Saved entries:

####################

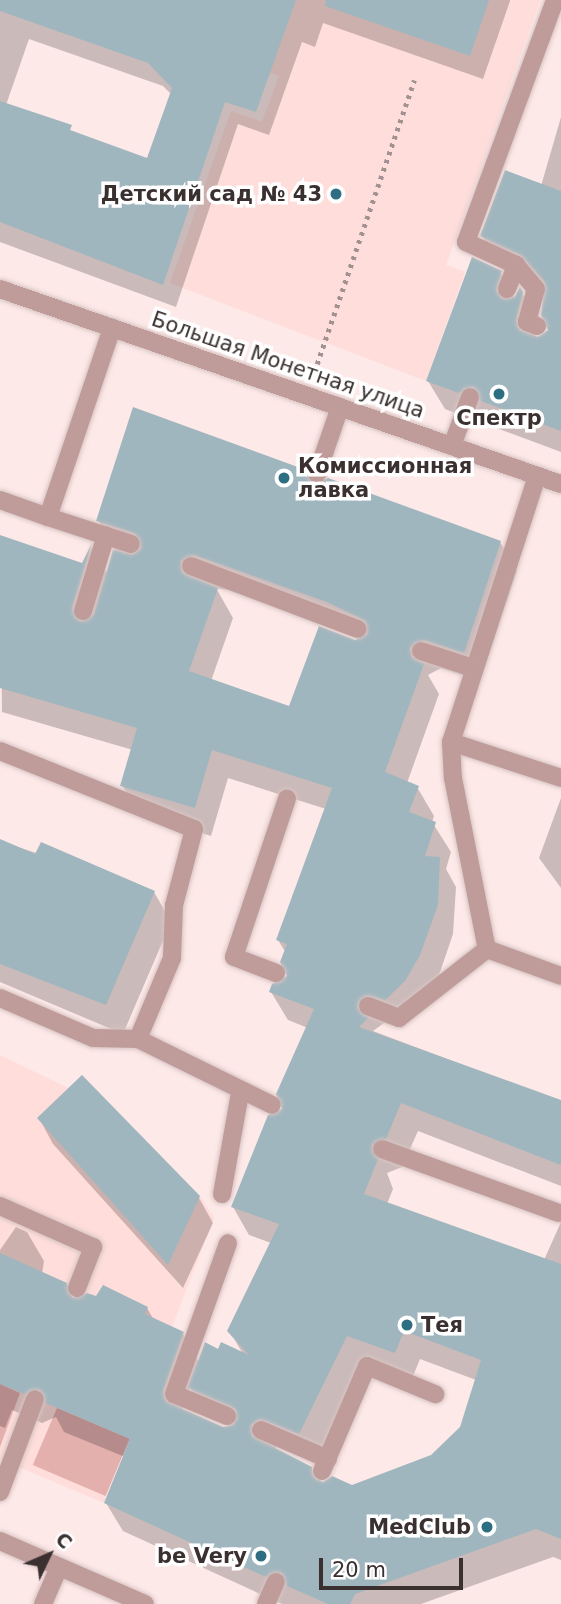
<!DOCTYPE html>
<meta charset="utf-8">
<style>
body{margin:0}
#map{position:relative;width:561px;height:1604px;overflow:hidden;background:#fde9e8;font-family:"DejaVu Sans",sans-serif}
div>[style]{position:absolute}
.built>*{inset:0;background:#feddda}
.green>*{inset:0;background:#e3b0ae;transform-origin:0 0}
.shadow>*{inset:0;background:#0003}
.building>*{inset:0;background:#a0b6be}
.path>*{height:4.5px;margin-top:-2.25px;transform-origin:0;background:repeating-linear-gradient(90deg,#a19291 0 3.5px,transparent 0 8.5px)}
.roads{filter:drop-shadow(0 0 2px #d6c4c3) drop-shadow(0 0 2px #d6c4c3)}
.service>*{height:18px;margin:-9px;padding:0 9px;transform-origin:9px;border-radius:9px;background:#bf9c9a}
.minor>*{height:18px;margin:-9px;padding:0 9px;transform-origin:9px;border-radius:9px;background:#bf9c9a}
.tertiary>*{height:18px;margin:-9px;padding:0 9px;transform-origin:9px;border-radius:9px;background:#bf9c9a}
.dots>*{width:19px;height:19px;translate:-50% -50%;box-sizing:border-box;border:4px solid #fff;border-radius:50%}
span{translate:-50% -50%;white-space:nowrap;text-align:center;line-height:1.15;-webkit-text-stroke:7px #fff;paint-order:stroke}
.poi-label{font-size:21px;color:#3a3030;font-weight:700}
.right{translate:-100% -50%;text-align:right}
.left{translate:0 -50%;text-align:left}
.street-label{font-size:21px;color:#3a3030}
.north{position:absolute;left:14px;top:1520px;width:70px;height:70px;-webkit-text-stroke:5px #fff;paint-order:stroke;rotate:46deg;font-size:19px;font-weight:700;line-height:28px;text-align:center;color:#3a3030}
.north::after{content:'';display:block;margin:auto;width:24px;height:32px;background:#3a3030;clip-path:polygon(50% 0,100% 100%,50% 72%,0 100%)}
.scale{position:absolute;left:319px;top:1558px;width:144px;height:32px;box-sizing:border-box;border:4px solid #3a3030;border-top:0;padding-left:9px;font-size:21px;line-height:24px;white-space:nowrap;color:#3a3030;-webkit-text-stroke:5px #fff;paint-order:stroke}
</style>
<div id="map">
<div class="built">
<div style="clip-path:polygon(270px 0,540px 0,446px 265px,465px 272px,426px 381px,170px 283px,231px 111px,262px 122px,279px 76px,246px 63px)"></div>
<div style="clip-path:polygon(0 1055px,68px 1088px,82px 1075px,200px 1196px,214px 1218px,104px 1503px,0 1459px)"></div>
</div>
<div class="green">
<div style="clip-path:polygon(0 1384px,20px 1393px,0 1447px)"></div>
<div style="left:57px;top:1408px;width:79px;height:62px;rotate:23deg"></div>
</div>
<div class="shadow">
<div style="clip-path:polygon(evenodd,0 0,510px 0,510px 1px,483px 79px,323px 23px,315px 47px,302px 42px,269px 135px,238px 124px,176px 307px,0 242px,0 0,29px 39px,163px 86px,172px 95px,148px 161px,6px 105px,29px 39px)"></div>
<div style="clip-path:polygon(561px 117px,561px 452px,499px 429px,491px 415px,476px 421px,445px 409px,428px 381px,500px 272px,515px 298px,522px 293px,539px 322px,534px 338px,549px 332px,545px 290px,499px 264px,482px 236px,541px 186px)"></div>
<div style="clip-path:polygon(evenodd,313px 486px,500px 542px,517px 571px,480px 681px,441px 668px,428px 675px,439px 694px,407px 783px,417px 787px,434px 816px,432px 822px,451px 852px,446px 869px,456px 887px,453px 934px,436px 984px,421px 1010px,402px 1028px,384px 1023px,373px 1031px,561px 1102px,561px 1186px,418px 1131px,402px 1167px,387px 1173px,393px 1189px,387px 1204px,544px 1260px,561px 1222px,561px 1560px,553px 1557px,421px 1604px,282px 1604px,123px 1531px,106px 1503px,125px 1457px,64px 1432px,56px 1417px,42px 1423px,12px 1410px,5px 1428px,0 1426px,0 1250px,16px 1227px,27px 1232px,44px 1261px,42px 1274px,65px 1285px,74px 1299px,147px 1308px,154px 1320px,183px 1334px,199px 1362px,219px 1351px,243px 1354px,229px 1330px,271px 1243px,249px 1235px,233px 1207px,285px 1110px,308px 1028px,288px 1020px,271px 992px,289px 977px,286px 953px,278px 940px,326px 809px,228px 778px,211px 836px,139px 814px,122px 785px,133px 750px,2px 712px,0 537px,83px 565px,92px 547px,108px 575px,115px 550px,98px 520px,313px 486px,216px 588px,244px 593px,360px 639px,291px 708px,211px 681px,233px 618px,216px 588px,313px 486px,420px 1359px,476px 1380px,462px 1428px,432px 1457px,351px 1487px,318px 1482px,310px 1468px,273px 1449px,277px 1447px,316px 1462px,363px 1364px,411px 1381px,420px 1359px,313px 486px,190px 1388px,207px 1416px,232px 1427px,222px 1428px,182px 1410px,190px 1388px)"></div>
<div style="clip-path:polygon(561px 798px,561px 888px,539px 858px)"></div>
<div style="clip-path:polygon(0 841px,154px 892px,171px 922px,123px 1034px,0 982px)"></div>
<div style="clip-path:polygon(39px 1118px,199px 1198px,213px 1223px,183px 1288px,53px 1144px)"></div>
</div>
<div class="building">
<div style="clip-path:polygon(0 0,296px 0,256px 112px,225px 102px,163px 285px,0 222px,0 101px,72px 125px,70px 130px,147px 158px,172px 88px,148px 63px,0 11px)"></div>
<div style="clip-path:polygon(326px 0,489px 0,470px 56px,325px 6px)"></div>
<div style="clip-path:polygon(505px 170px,561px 191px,561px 431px,481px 401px,473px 386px,459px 393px,426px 381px,472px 257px,502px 271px,496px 290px,502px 299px,514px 298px,520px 287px,523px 292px,516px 320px,519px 330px,538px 337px,548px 330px,541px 315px,545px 282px,521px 255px,480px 236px)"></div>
<div style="clip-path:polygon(evenodd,133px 407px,306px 470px,313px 484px,328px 478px,501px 541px,464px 653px,424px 640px,410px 648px,412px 658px,424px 664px,385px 772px,419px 786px,409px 812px,436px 822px,425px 856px,440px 857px,438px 905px,420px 955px,405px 981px,385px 1000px,366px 995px,357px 1007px,368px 1018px,359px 1027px,561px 1100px,561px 1165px,401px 1103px,386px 1139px,372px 1145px,378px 1159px,364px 1194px,561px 1264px,561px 1539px,536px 1529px,355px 1594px,350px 1604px,328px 1604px,287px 1586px,281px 1572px,266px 1577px,104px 1503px,130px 1439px,46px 1403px,40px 1389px,25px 1394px,0 1384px,0 1253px,67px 1283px,72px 1298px,87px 1293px,96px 1296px,103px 1285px,148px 1307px,145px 1314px,184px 1332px,163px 1390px,165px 1401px,223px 1427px,234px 1425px,236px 1409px,188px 1388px,205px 1342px,218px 1349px,221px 1342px,249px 1355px,227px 1331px,279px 1224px,231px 1207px,268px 1115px,282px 1109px,276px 1094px,314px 1009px,269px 992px,272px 984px,287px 976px,280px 962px,287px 944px,276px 940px,332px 788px,212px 750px,195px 808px,120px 786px,137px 728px,0 688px,0 535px,82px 563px,92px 543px,72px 608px,80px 622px,94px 615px,113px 550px,133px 555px,142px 548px,135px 533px,96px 521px,133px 407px,194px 555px,327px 602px,366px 621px,368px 634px,355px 640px,319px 626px,289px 706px,189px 671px,218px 588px,182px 573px,181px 561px,194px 555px,133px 407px,404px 1331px,481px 1360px,460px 1427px,431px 1455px,352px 1485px,332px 1476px,323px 1482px,313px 1477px,312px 1467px,252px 1436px,251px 1425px,260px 1419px,299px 1434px,347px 1336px,395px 1353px,404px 1331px)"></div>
<div style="clip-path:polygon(0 839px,35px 854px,41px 842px,155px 891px,106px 1005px,0 964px)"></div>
<div style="clip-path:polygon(82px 1075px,200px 1196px,168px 1265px,37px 1118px)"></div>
</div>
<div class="path">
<div style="left:317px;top:364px;width:300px;rotate:-71.1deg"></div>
</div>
<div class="roads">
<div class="service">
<div style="left:507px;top:289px;width:26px;rotate:-69deg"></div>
<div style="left:537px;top:326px;width:11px;rotate:-158deg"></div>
<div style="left:527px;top:322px;width:34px;rotate:-75deg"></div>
<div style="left:536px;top:289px;width:31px;rotate:-130deg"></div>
<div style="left:516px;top:265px;width:55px;rotate:-155.3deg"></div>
<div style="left:466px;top:242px;width:258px;rotate:-69.8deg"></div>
<div style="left:452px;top:446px;width:52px;rotate:-69.8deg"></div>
<div style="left:317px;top:474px;width:71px;rotate:-71.1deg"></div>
<div style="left:537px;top:476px;width:280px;rotate:107.9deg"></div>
<div style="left:451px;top:742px;width:36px;rotate:87deg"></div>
<div style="left:453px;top:778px;width:174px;rotate:78.8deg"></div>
<div style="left:487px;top:949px;width:79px;rotate:20deg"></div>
<div style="left:0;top:500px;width:51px;rotate:19.5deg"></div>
<div style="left:48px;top:517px;width:200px;rotate:-71.3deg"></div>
<div style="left:48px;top:517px;width:87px;rotate:18deg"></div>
<div style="left:191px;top:566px;width:178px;rotate:20.7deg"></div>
<div style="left:83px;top:611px;width:79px;rotate:-73.2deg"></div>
<div style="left:421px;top:651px;width:55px;rotate:18.1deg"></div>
<div style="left:451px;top:742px;width:116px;rotate:18.1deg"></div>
<div style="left:0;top:751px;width:209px;rotate:21.9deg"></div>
<div style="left:194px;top:829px;width:79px;rotate:104.7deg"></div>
<div style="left:174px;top:905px;width:53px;rotate:92.2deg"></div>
<div style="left:172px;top:958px;width:88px;rotate:112.8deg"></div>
<div style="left:138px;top:1039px;width:45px;rotate:-178.7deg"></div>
<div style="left:93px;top:1038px;width:101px;rotate:-156.7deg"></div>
<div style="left:276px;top:973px;width:45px;rotate:-159.1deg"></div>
<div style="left:234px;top:957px;width:167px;rotate:-71.5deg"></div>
<div style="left:368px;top:1006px;width:33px;rotate:21deg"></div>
<div style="left:399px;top:1018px;width:112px;rotate:-38.1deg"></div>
<div style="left:138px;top:1039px;width:149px;rotate:26.2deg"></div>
<div style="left:382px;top:1149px;width:188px;rotate:19.9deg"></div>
<div style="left:222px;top:1194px;width:103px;rotate:-79.9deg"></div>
<div style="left:0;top:1206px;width:102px;rotate:23.8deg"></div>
<div style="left:93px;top:1247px;width:44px;rotate:111.3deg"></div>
<div style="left:227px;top:1416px;width:57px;rotate:-157.5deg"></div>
<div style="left:174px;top:1394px;width:160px;rotate:-70.3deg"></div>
<div style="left:261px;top:1430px;width:73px;rotate:23.4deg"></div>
<div style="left:322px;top:1471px;width:114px;rotate:-66.8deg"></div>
<div style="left:367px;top:1366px;width:74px;rotate:22.4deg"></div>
<div style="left:0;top:1492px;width:99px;rotate:-69.4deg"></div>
<div style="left:43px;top:1604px;width:40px;rotate:-66.6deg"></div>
<div style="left:266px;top:1604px;width:24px;rotate:-66deg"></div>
</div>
<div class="minor">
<div style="left:0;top:289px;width:594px;rotate:19.17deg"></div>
</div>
<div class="tertiary">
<div style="left:0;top:1541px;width:158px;rotate:23.5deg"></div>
</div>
</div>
<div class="dots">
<div style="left:336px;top:194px;background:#2e6e82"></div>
<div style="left:499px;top:394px;background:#2e6e82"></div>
<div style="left:284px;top:478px;background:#2e6e82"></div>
<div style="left:407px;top:1325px;background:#2e6e82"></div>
<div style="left:487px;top:1527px;background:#2e6e82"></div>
<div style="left:261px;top:1556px;background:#2e6e82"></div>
</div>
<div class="poi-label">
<span class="right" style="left:322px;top:194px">Детский сад № 43</span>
<span style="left:499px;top:418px">Спектр</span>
<span class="left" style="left:298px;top:478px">Комиссионная<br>лавка</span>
<span class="left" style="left:421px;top:1325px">Тея</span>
<span class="right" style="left:471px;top:1527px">MedClub</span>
<span class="right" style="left:247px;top:1556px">be Very</span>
</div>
<div class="street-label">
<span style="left:288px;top:365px;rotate:19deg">Большая Монетная улица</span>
</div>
<div class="north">С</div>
<div class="scale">20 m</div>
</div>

####################

WHAT YOU WILL DO: Out of the preceding entries, pull each line that contains the word "service".

PROBLEM SOLUTION:
.service>*{height:18px;margin:-9px;padding:0 9px;transform-origin:9px;border-radius:9px;background:#bf9c9a}
<div class="service">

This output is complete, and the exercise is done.